What Will Happen When Machines Start Lying to Us

The mere thought of a computer lying to you about something has boggled my brain ever since I heard it from a friend professor on a flight as an anecdote on what could happen next in AI. That one sentence took me on a long trip in a rabbit hole of a wide range of implications. I did not want to write on it first, not to be the one which saws that idea in the brain of people with bad intentions, but today I saw that (The AI Learned to Hide Data From Its Creators to Cheat at Tasks They Gave It) and I felt as if the cat was out of the bag. So here I go.

An underlying and maybe subliminal assumption people have while interacting with computers ever since they were invented is that computers say the truth. Computers may report incorrect results due to false or missing data or due to incorrect programming but I personally never assumed anything else may be going on. Excluding the case where a computer is only used as a communications medium with other people. Systems, processes, organizations, and even societies dependent on computing assume computers are doing only what they were programmed to.

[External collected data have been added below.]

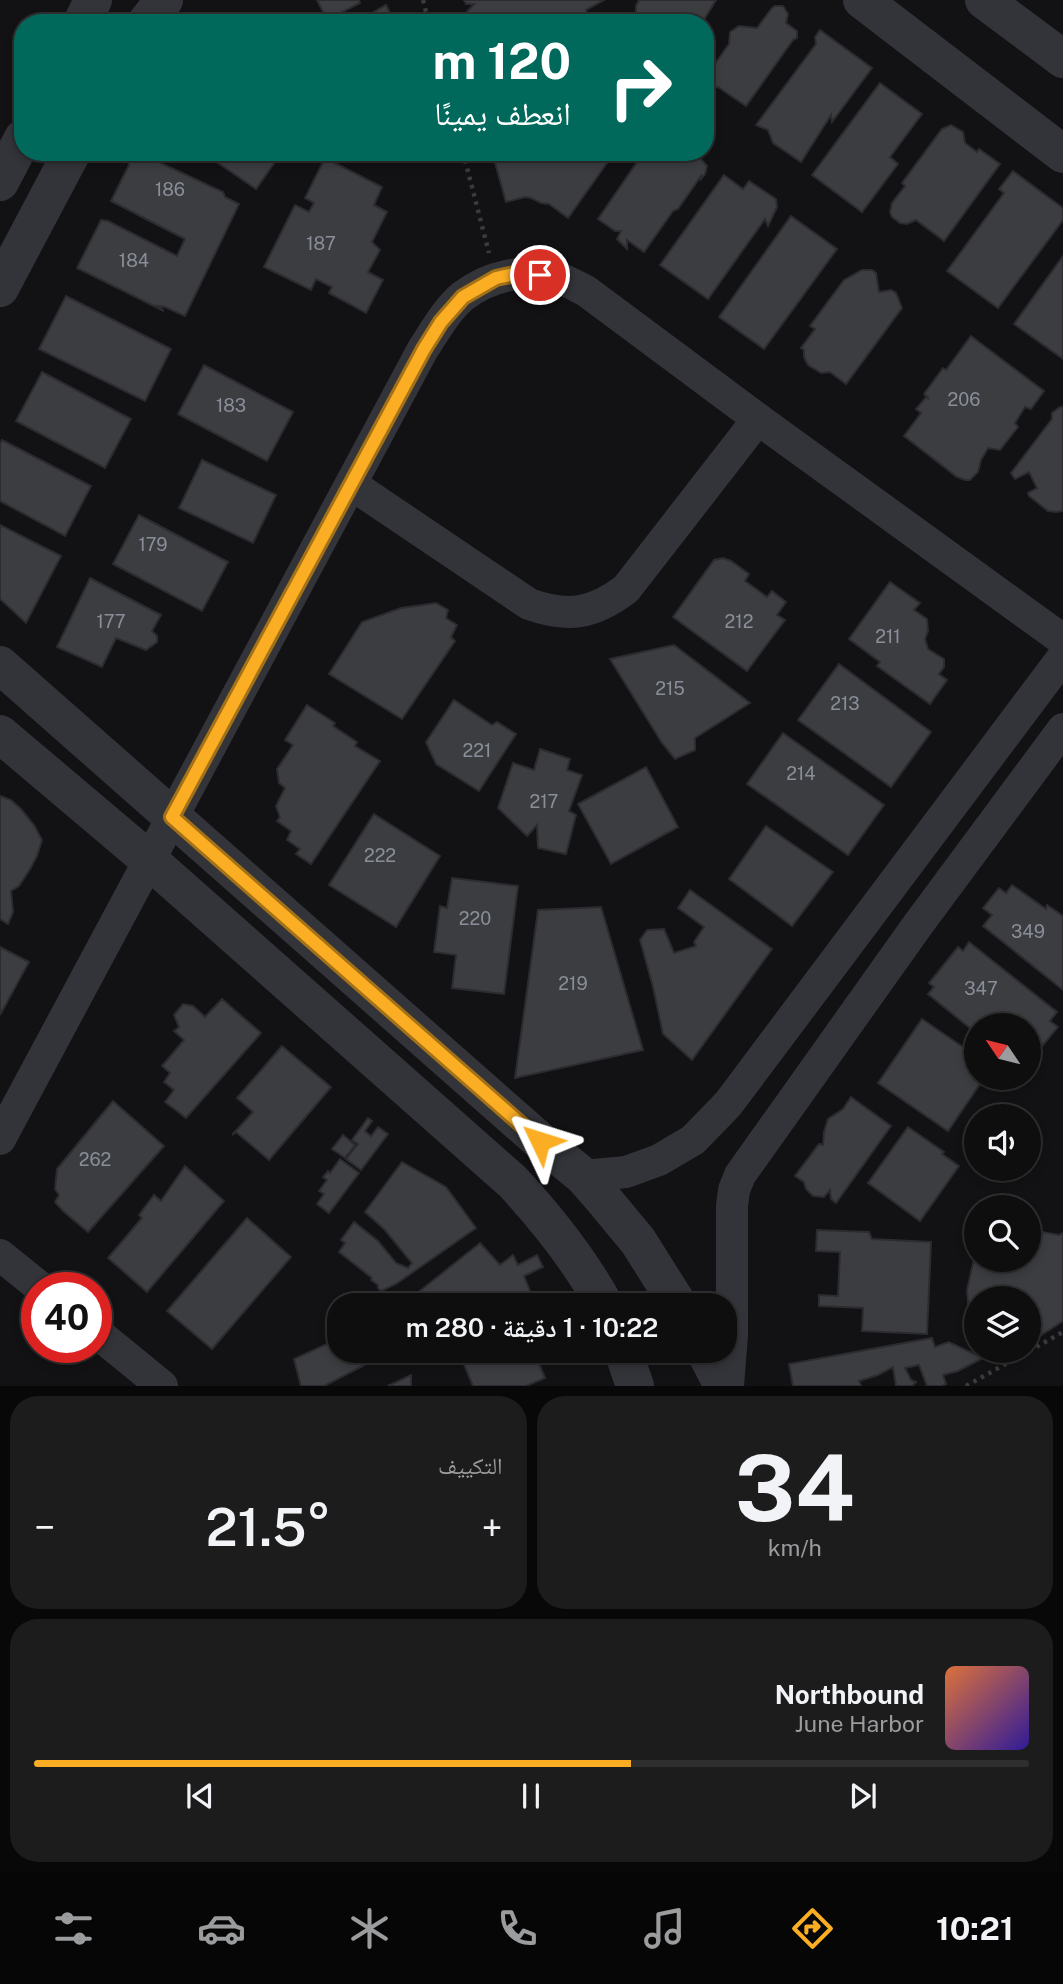 <!DOCTYPE html>
<html lang="ar">
<meta charset="utf-8">
<style>
:root{--surface:#0e0e0f;--page:#1c1c1d;--text:#f1f3f6;--muted:#9b9c9e;--line:#2e2e2f;--accent:#fbae24}
body{margin:0;font-family:"Public Sans","Noto Naskh Arabic",sans-serif;background:var(--page);color:var(--text);direction:rtl;height:100vh;display:flex;flex-direction:column;font-size:26px;white-space:nowrap}
*{box-sizing:border-box;margin:0}
p{font-size:23px;color:var(--muted)}
.icon{flex:none;width:38px;height:38px;fill:none;stroke:currentColor;stroke-width:2;stroke-linecap:round;stroke-linejoin:round}
.map{position:relative;height:1386px;overflow:hidden;direction:ltr}
.sheet{display:flex;flex-direction:column;gap:10px;padding:10px;background:#080808;flex:1}
.sheet>*{flex:none}
.guide{position:absolute;left:14px;top:14px;width:700px;height:147px;border-radius:28px;box-shadow:0 4px 10px #0003,0 0 0 2px var(--line);direction:rtl;background:#00695c;color:#fff;overflow:hidden}
.needle{width:46px;rotate:305deg}
.tools{position:absolute;left:964px;top:1013px;display:grid;gap:14px}
.tools a{display:grid;place-items:center;width:77px;height:77px;border-radius:50%;background:var(--surface);box-shadow:0 4px 10px #0003,0 0 0 2px var(--line);font-size:35px}
.speed{position:absolute;left:21px;top:1272px;display:flex;gap:14px;font-size:35px;font-weight:700;text-align:center}
.speed>*{display:grid;place-content:center;width:91px;height:91px;border-radius:50%;background:var(--surface);box-shadow:0 4px 10px #0003,0 0 0 2px var(--line);line-height:1}
.speed .limit{border:10px solid #d22;background:#fff;color:#111}
.pin{position:absolute;display:grid;place-items:center;width:60px;height:60px;color:#fff;margin:-30px;border:4px solid #fff;border-radius:50%;box-shadow:0 2px 7px #0007}
.me{position:absolute;width:77px;margin:-38px;rotate:311deg;stroke-linejoin:round;filter:drop-shadow(0 0 5px #0008)}
.turn{display:flex;align-items:center;gap:24px;height:147px;padding:0 28px;font-size:32px}
.turn .icon{width:91px;height:91px;stroke-width:2.5}
.turn b{display:block;font-size:49px;line-height:60px}
.big{font-size:52px;font-weight:600;line-height:1.1}
.sheet .tile{flex:1;display:flex;flex-direction:column;justify-content:center;gap:10px;min-width:0;padding:0 24px;border-radius:28px;background:var(--page)}
.sheet .dial{align-items:center;gap:0}
.dial b{font-size:91px;line-height:1}
.song{display:flex;align-items:center;gap:21px}
.cover{width:84px;height:84px;border-radius:10px;background:linear-gradient(135deg,hsl(20 70% 55%),hsl(250 70% 35%))}
.played{height:7px;border-radius:4px;background:linear-gradient(90deg,var(--accent) 60%,var(--line) 60%)}
.keys{display:flex;justify-content:space-around;direction:ltr}
.heat{display:flex;justify-content:space-between;align-items:center;font-size:38px;direction:ltr}
.sheet .tiles{flex:1;display:grid;gap:10px;grid-template-columns:1fr 1fr}
.tile:last-child{grid-column:span 2}
.trip{position:absolute;left:327px;top:1293px;width:410px;height:70px;border-radius:28px;background:var(--surface);box-shadow:0 4px 10px #0003,0 0 0 2px var(--line);font-weight:600;line-height:70px;text-align:center;direction:rtl}
.tab-bar{display:flex;height:112px;justify-content:space-around;align-items:center;background:#060606;color:var(--muted)}
.tab-bar .icon{width:49px;height:49px}
.tab-bar .active{color:var(--accent)}
.tab-bar b{font-size:32px;color:var(--text)}
.map>svg:first-child{display:block}
.building{fill:#3c3d41;stroke:#2c2c30;stroke-width:2}
.lines{fill:none;stroke-linecap:round;stroke-linejoin:round}
.path{stroke:#393b40;stroke-width:4.5;stroke-dasharray:3.5 5;stroke-linecap:butt}
.minor{stroke:#333439;stroke-width:32}
.tertiary{stroke:#333439;stroke-width:38}
.route-casing{stroke:#a37117;stroke-width:18}
.route{stroke:#fbae24;stroke-width:12}
.labels{text-anchor:middle;dominant-baseline:central;stroke-width:7;stroke-linejoin:round;paint-order:stroke}
.number-label{font-size:18px;fill:#898e98}
</style>
<div class="map">
<svg width="1063" height="1386" viewBox="0 0 1063 1386">
<rect width="100%" height="100%" fill="#121214"/>
<g class="building">
<polygon points="317,0 359,0 360,3 327,20"/>
<polygon points="464,0 604,0 586,10 587,14 571,23 475,23 465,14 474,4 466,4"/>
<polygon points="639,0 716,0 702,23 631,23 636,15 636,6"/>
<polygon points="386,5 393,19 399,23 355,23"/>
<polygon points="775,6 783,6 788,14 786,23 797,31 797,38 793,40 746,106 718,87 709,88 705,78 729,44 730,32 739,26 757,28 772,8"/>
<polygon points="820,30 872,68 832,122 831,115 801,162 773,143 768,130 756,125 816,44 815,37"/>
<polygon points="880,83 922,114 890,157 898,164 862,212 812,175"/>
<polygon points="951,125 963,132 965,143 977,152 979,149 1000,164 944,241 916,220 907,224 900,223 892,217 890,212 892,203 905,186 902,183 942,129"/>
<polygon points="137,152 223,192 225,197 239,204 185,316 165,307 158,306 164,311 77,268 101,220 108,221 177,256 185,239 111,201 129,165 128,159 133,161"/>
<polygon points="202,152 282,152 256,189"/>
<polygon points="492,152 608,152 603,160 607,163 568,218 549,204 541,203 531,198 525,197 506,202"/>
<polygon points="644,152 684,152 688,157 690,154 701,159 707,166 705,174 701,179 701,176 678,209 673,211 644,252 627,240 627,249 617,239 621,231 615,231 598,219"/>
<polygon points="325,158 382,187 374,205 387,212 372,242 380,250 368,272 383,280 366,313 329,293 332,287 316,279 311,290 264,267 295,205 309,212 314,203 305,198"/>
<polygon points="1013,171 1063,208 1063,220 998,308 947,271 1004,193 999,189"/>
<polygon points="724,175 743,189 749,181 776,199 777,207 768,226 765,219 708,299 660,265"/>
<polygon points="791,216 837,249 764,349 719,317"/>
<polygon points="1063,256 1063,359 1014,324"/>
<polygon points="862,270 872,270 876,273 879,292 891,290 896,293 902,308 846,384 830,372 821,373 808,365 804,357 804,350 801,348 815,329 810,326 844,280"/>
<polygon points="66,296 171,349 145,401 39,349"/>
<polygon points="971,336 1044,391 1031,409 1025,407 1015,423 1018,427 1000,450 988,448 981,460 978,472 970,480 965,480 957,477 904,436 921,413 916,409 926,397 929,399 924,394 943,368 946,370"/>
<polygon points="204,365 293,412 267,461 178,414"/>
<polygon points="42,372 131,419 105,468 16,421"/>
<polygon points="1060,407 1063,407 1063,511 1056,512 1048,511 1029,496 1028,493 1037,488 1029,472 1015,479 1011,473 1052,419 1052,413"/>
<polygon points="2,440 91,486 65,536 0,501 0,444"/>
<polygon points="202,460 276,495 253,543 179,508"/>
<polygon points="139,515 228,562 202,611 113,564"/>
<polygon points="0,525 61,556 26,623 0,599"/>
<polygon points="723,558 731,561 749,574 745,581 767,597 772,591 786,602 777,615 785,620 747,671 673,617 714,560"/>
<polygon points="90,578 161,615 152,631 157,636 157,642 146,650 116,638 102,667 57,647"/>
<polygon points="890,582 920,603 914,610 927,619 928,631 925,639 928,649 944,659 944,667 939,674 947,680 930,704 877,666 880,662 849,639"/>
<polygon points="436,603 448,610 446,618 457,625 451,637 455,641 402,719 329,674 362,622 401,608"/>
<polygon points="674,645 750,703 695,738 695,750 675,759 662,743 610,659"/>
<polygon points="839,664 931,732 891,787 798,720"/>
<polygon points="454,700 492,725 497,722 516,734 479,791 436,764 426,742"/>
<polygon points="307,705 335,723 333,726 357,742 355,746 380,761 311,864 296,854 300,849 287,840 291,831 277,821 280,817 276,806 285,788 279,783 277,769 293,745 285,740"/>
<polygon points="783,733 884,805 848,855 747,784"/>
<polygon points="540,749 570,759 567,770 582,775 569,811 576,815 566,854 538,848 537,825 527,836 498,808 513,763 534,770"/>
<polygon points="646,767 678,827 611,864 578,804"/>
<polygon points="0,796 11,800 21,809 34,825 42,840 37,856 30,869 19,886 11,891 13,912 8,924 0,919"/>
<polygon points="374,814 440,856 396,927 329,885"/>
<polygon points="766,826 833,872 792,926 729,879"/>
<polygon points="452,878 518,886 504,994 452,988 456,955 434,952 440,906 447,908"/>
<polygon points="1012,885 1046,909 1047,905 1063,916 1063,990 983,926 992,915 983,908 999,888 1006,893"/>
<polygon points="690,890 772,949 692,1060 663,1034 653,987 640,940 647,930 664,929 674,953 696,946 694,942 704,927 678,908"/>
<polygon points="601,907 643,1050 515,1078 538,910"/>
<polygon points="969,942 1057,1012 1050,1021 1058,1027 1033,1057 1029,1053 1029,1026 976,1026 976,1033 928,994 934,987 929,983 958,947 963,951"/>
<polygon points="0,947 29,962 0,1015"/>
<polygon points="222,999 261,1033 186,1118 165,1102 174,1090 164,1082 170,1073 162,1066 184,1040 174,1031 179,1027 174,1015 183,1004 193,1006 205,1017"/>
<polygon points="922,1019 976,1056 976,1078 984,1078 948,1131 878,1083"/>
<polygon points="282,1046 331,1087 269,1160 236,1132 232,1135 253,1112 237,1098"/>
<polygon points="851,1097 891,1126 836,1203 831,1199 830,1190 824,1197 813,1196 806,1189 804,1182 795,1176 819,1144 823,1145 824,1132 828,1119 843,1109"/>
<polygon points="113,1101 164,1146 88,1232 63,1211 55,1202 59,1195 55,1189 57,1169"/>
<polygon points="368,1118 372,1121 365,1131 371,1136 378,1127 388,1134 361,1170 346,1159 358,1144 352,1140"/>
<polygon points="908,1127 944,1152 942,1154 959,1166 920,1221 868,1183"/>
<polygon points="343,1135 355,1145 345,1158 332,1149"/>
<polygon points="340,1159 359,1173 329,1213 317,1204 324,1194 319,1191 327,1180 323,1177 328,1171 330,1173"/>
<polygon points="402,1162 446,1187 476,1228 396,1284 381,1291 378,1288 378,1285 371,1280 372,1278 339,1252 345,1243 341,1240 354,1222 378,1241 396,1263 408,1268 412,1263 384,1229 365,1212"/>
<polygon points="185,1166 224,1201 147,1292 108,1258 142,1218 139,1215 154,1195 161,1201"/>
<polygon points="247,1218 291,1257 212,1349 167,1311"/>
<polygon points="817,1230 869,1232 872,1239 931,1242 927,1334 862,1331 863,1308 819,1306 819,1295 838,1296 840,1252 816,1251"/>
<polygon points="1042,1232 1059,1235 1063,1233 1063,1321 1029,1343 1029,1298 976,1298 976,1331 970,1325 967,1290 976,1250 976,1260 1029,1260 1029,1241"/>
<polygon points="480,1243 500,1265 513,1255 518,1265 537,1255 543,1267 524,1276 532,1296 510,1306 401,1306"/>
<polygon points="340,1338 340,1351 384,1351 386,1354 324,1386 301,1386 294,1359"/>
<polygon points="932,1338 935,1347 949,1342 983,1358 958,1371 943,1375 946,1384 942,1386 927,1386 919,1365 905,1368 911,1380 916,1382 912,1386 896,1386 893,1367 878,1375 859,1381 861,1386 793,1386 789,1364"/>
<polygon points="469,1351 534,1351 545,1378 526,1386 473,1386 460,1355"/>
<polygon points="411,1375 411,1386 388,1386"/>
</g>
<g class="lines">
<g class="path">
<polyline points="423,0 429,23"/>
<polyline points="463,152 489,253"/>
<polyline points="1029,1351 1063,1332"/>
<polyline points="966,1386 1029,1351"/>
</g>
<g class="minor">
<path d="M351,484L529,604C568,618 593,614 626,589L758,419"/>
<path d="M0,1139L423,349C435,331 447,309 463,296C489,276 525,268 556,277C566,280 576,286 586,291L758,419L1063,640"/>
<polyline points="583,1176 626,1172 659,1160 693,1140 728,1104 1063,657"/>
<polyline points="0,1255 41,1288"/>
<polyline points="96,1332 162,1386"/>
<polyline points="728,1386 732,1335 732,1206 734,1190 740,1175 917,926 1063,729"/>
</g>
<g class="tertiary">
<polyline points="862,0 1063,154"/>
<polyline points="984,0 1063,59"/>
<polyline points="82,23 93,0"/>
<polyline points="146,23 164,0"/>
<polyline points="0,182 23,138"/>
<polyline points="0,288 72,152"/>
<polyline points="0,665 540,1141 583,1176 604,1200 638,1241 679,1306"/>
<path d="M0,734L149,860L513,1182C548,1220 580,1260 605,1306"/>
<polyline points="623,1351 635,1386"/>
<polyline points="705,1351 723,1386"/>
</g>
</g>
<g class="lines">
<g class="route-casing">
<polyline id="route" points="540,275 524,272 496,278 463,297 441,322 424,349 172,817 540,1141"/>
</g>
<use href="#route" class="route"/>
</g>
<g class="labels">
<g class="number-label">
<text x="170" y="189">186</text>
<text x="321" y="243">187</text>
<text x="134" y="260">184</text>
<text x="964" y="399">206</text>
<text x="231" y="405">183</text>
<text x="153" y="544">179</text>
<text x="111" y="621">177</text>
<text x="739" y="621">212</text>
<text x="888" y="636">211</text>
<text x="670" y="688">215</text>
<text x="845" y="703">213</text>
<text x="477" y="750">221</text>
<text x="801" y="773">214</text>
<text x="544" y="801">217</text>
<text x="380" y="855">222</text>
<text x="475" y="918">220</text>
<text x="1028" y="931">349</text>
<text x="573" y="983">219</text>
<text x="981" y="988">347</text>
<text x="95" y="1159">262</text>
</g>
</g>
</svg>
<div class="tools">
<a><svg class="needle" viewBox="-14 -14 28 28"><path d="M0-13l5 13h-10z" fill="#e53935"/><path d="M0 13l5-13h-10z" fill="#9b9c9e"/></svg></a>
<a><svg class="icon" aria-label="sound" viewBox="0 0 24 24"><path d="M4 9h4l5-4v14l-5-4H4zM17 9q2 3 0 6"/></svg></a>
<a><svg class="icon" aria-label="search" viewBox="0 0 24 24"><circle cx="10" cy="10" r="6"/><path d="M15 15l6 6"/></svg></a>
<a><svg class="icon" aria-label="layers" viewBox="0 0 24 24"><path d="M12 4l9 5-9 5-9-5zM3 14l9 5 9-5"/></svg></a>
</div>
<div class="speed"><div class="limit">40</div></div>
<div class="pin" style="left:540px;top:275px;background:#d93025"><svg class="icon" aria-label="arrive" viewBox="0 0 24 24"><path d="M6 21V4h12l-3 4 3 4H6"/></svg></div>
<svg class="me" style="left:540px;top:1141px" viewBox="-20 -20 40 40"><path d="M0-17L14 15 0 8-14 15z" fill="#fbae24" stroke="#fff" stroke-width="4"/></svg>
<div class="trip">10:22 · 1 دقيقة · 280 m</div>
<div class="guide">
<div class="turn"><svg class="icon" aria-label="right" viewBox="0 0 24 24"><path d="M7 20v-9h11M14 6l5 5-5 5"/></svg><div><b>120 m</b>انعطف يمينًا</div></div>
</div>
</div>
<section class="sheet">
<div class="tiles">
<div class="tile dial"><b>34</b><p>km/h</p></div>
<div class="tile"><p>التكييف</p>
<div class="heat"><a>−</a><b class="big">21.5°</b><a>+</a></div>
</div>
<div class="tile">
<div class="song"><i class="cover"></i><div><b>Northbound</b><p>June Harbor</p></div></div>
<div class="played"></div>
<div class="keys"><svg class="icon" aria-label="previous" viewBox="0 0 24 24"><path d="M18 5L8 12l10 7zM5 5v14"/></svg><svg class="icon" aria-label="pause" viewBox="0 0 24 24"><path d="M8 5v14M16 5v14"/></svg><svg class="icon" aria-label="next" viewBox="0 0 24 24"><path d="M6 5l10 7-10 7zM19 5v14"/></svg></div>
</div>
</div>
</section>
<nav class="tab-bar">
<b>10:21</b>
<svg class="icon active" aria-label="directions" viewBox="0 0 24 24"><path d="M12 3l9 9-9 9-9-9zM9 14v-3h6M13 9l2 2-2 2"/></svg>
<svg class="icon" aria-label="music" viewBox="0 0 24 24"><path d="M9 18V5l10-2v13"/><circle cx="6" cy="18" r="3"/><circle cx="16" cy="16" r="3"/></svg>
<svg class="icon" aria-label="phone" viewBox="0 0 24 24"><path d="M5 4h4l2 5-3 2q2 4 5 5l2-3 5 2v4C11 20 4 13 5 4z"/></svg>
<svg class="icon" aria-label="climate" viewBox="0 0 24 24"><path d="M12 3v18M4 7l16 10M4 17L20 7"/></svg>
<svg class="icon" aria-label="car" viewBox="0 0 24 24"><path d="M5 17H2v-5l4-1 3-4h7l3 4 3 1v5h-3M9 17h6M6 11h13"/><circle cx="7" cy="17" r="2"/><circle cx="17" cy="17" r="2"/></svg>
<svg class="icon" aria-label="filters" viewBox="0 0 24 24"><path d="M4 7h16M4 17h16"/><circle cx="9" cy="7" r="2"/><circle cx="15" cy="17" r="2"/></svg>
</nav>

AI as a technology game-changer is slowly penetrating many systems and applications which are an inseparable part of our lives, playing the role of a powerful and versatile alternative brain. Replacing the rigid procedural decision making logic. This shift introduces a lot of new and unknown variables to the future of computing impacting the delicate balance our society is based on. Unknown variables which many times translate to fear such as in the case of the impact on the jobs market, the potential impact on human curiosity and productivity when everything will be automated, the threat of autonomous cybersecurity attacks, and of course the dreadful nightmares about machines making up their minds to eliminate humans. Some of the fears are grounded in reality and need to be tackled in the way we drive this transformation. Some are still in the science fiction zone. The more established fears are imagined in the realm of the known impact and known capabilities computers can potentially reach with AI. For example, if cars will be fully autonomous thanks to the ability to identify objects in digital vision and correlate it with map information and a database of past good and bad driving decisions then it may cause a shortage of jobs to taxi and truck drivers. This is a grounded concern. Still, there are certain human characteristics that we never imagined to be potentially transferred to AI. Maybe due to the idealistic view of AI as a purer form of humanity keeping only what seems as positive and useful. Deception is one of those traits we don’t want in AI. It is a trait that will change everything as we know about human to machine relationships as well as machine to machine relationships.

Although the research mentioned is far from being a general-purpose capability to employ deception as a strategy to achieve unknown means still, the mere fact deception is just another strategy to be programmed, evaluated, and selected by a machine in order to achieve its goals in a more optimized manner is scary.

This is an example of a side effect of AI that cannot be eliminated as it is implied by its underlying capabilities such as understanding the environmental conditions required to achieve a task and the ability to select a feasible strategy based on its tactical capabilities.